The band that had practiced so diligently for most of its tenure stopped practicing in 1998. By 2004, fans began commenting that the musical quality of the band was declining. What could have been a triumphant final show in Coventry, Vermont, was a disaster. Not only did rain and mud wreak havoc on the weekend, but the band’s performance was universally panned. The musical geniuses of Phish went out with a whimper.
Phish, Inc., became a bloated, drug-riddled entity precisely when their desire to make great music together was waning. It was time to call it quits.

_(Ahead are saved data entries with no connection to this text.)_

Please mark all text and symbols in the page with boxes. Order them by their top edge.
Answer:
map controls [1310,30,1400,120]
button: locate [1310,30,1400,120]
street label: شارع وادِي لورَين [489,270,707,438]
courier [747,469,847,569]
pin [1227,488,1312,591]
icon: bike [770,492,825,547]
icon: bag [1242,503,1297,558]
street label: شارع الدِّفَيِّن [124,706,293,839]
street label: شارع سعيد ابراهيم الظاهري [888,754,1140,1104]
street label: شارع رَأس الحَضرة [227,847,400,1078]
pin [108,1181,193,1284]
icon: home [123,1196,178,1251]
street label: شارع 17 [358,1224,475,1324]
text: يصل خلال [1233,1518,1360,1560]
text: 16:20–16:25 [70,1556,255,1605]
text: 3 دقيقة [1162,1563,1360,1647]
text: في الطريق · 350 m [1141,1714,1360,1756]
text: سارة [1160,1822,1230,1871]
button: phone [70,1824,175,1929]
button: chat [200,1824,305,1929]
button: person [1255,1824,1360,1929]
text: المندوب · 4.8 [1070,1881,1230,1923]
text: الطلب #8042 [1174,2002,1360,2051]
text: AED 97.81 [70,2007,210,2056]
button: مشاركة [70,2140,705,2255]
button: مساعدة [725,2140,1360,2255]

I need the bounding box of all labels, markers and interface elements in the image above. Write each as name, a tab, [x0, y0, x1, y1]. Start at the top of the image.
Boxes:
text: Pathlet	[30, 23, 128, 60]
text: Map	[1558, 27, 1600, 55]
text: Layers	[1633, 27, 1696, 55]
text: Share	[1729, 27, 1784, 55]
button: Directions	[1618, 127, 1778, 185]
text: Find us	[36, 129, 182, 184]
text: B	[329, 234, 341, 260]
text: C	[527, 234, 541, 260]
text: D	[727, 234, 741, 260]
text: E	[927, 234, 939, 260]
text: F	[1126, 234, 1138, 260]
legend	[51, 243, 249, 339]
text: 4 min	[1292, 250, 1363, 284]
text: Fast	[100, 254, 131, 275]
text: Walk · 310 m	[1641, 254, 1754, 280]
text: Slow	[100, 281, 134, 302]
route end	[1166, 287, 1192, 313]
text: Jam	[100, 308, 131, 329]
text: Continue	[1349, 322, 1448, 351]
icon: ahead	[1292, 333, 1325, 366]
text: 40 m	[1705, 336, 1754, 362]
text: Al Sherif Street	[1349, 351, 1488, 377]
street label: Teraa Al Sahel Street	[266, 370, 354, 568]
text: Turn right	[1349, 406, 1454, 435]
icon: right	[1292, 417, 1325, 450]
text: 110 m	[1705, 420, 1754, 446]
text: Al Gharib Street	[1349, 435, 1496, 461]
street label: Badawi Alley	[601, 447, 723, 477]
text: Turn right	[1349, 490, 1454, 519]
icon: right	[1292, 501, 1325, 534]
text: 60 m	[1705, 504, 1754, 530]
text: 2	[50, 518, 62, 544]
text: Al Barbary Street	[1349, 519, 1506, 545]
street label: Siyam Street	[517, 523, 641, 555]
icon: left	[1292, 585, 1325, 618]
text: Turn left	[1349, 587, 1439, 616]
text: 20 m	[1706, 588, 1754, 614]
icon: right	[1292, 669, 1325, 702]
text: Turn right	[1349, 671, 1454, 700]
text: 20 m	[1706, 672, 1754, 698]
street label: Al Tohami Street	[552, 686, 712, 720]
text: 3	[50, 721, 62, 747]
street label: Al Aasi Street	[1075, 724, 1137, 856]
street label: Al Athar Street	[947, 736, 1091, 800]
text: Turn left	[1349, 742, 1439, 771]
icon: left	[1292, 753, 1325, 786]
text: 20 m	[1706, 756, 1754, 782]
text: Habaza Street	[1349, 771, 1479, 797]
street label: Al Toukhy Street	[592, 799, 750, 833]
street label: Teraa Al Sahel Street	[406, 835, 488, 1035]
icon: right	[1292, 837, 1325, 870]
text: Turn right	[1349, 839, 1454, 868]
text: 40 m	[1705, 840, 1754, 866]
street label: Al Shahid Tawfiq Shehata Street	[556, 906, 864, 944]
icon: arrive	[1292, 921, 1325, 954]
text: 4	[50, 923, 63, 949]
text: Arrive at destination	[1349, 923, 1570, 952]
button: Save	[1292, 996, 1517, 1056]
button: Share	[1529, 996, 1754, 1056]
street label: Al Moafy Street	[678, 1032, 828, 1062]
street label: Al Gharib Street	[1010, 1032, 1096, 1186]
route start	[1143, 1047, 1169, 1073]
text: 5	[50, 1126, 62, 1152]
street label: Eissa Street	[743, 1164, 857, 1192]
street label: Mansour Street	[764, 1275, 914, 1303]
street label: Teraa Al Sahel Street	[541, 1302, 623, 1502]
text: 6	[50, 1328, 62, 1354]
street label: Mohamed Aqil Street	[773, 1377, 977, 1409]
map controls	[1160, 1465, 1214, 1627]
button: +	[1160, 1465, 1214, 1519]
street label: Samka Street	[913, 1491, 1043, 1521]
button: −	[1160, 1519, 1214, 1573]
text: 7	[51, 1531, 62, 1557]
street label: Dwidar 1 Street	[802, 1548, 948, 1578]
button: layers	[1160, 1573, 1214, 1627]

Until, that is, it was time to call it unquits. The band reunited in 2009 for a three-night show in Hampton, Virginia. The announcement sent a shock wave through the Phish community and an even greater shock wave through the Ticketmaster ordering system. The heavy traffic crashed the site.
In the five years they were broken up, the band members cleaned up, streamlined their staff, and gradually rebuilt the personal relationships between them. And so, in a testament to the strength of the following the group had built, the band members reunited and have generated over $120 million in the four years since.
After researching this story and finding out how hard Phish works at their craft, Rohin finally agreed to attend one of their shows with his wife this summer.
Rohin Dhar is the co-founder of Priceonomics, which was incubated in winter 2012 at Y Combinator. He also co-founded Personforce. Dhar drinks coffee and rides a bicycle.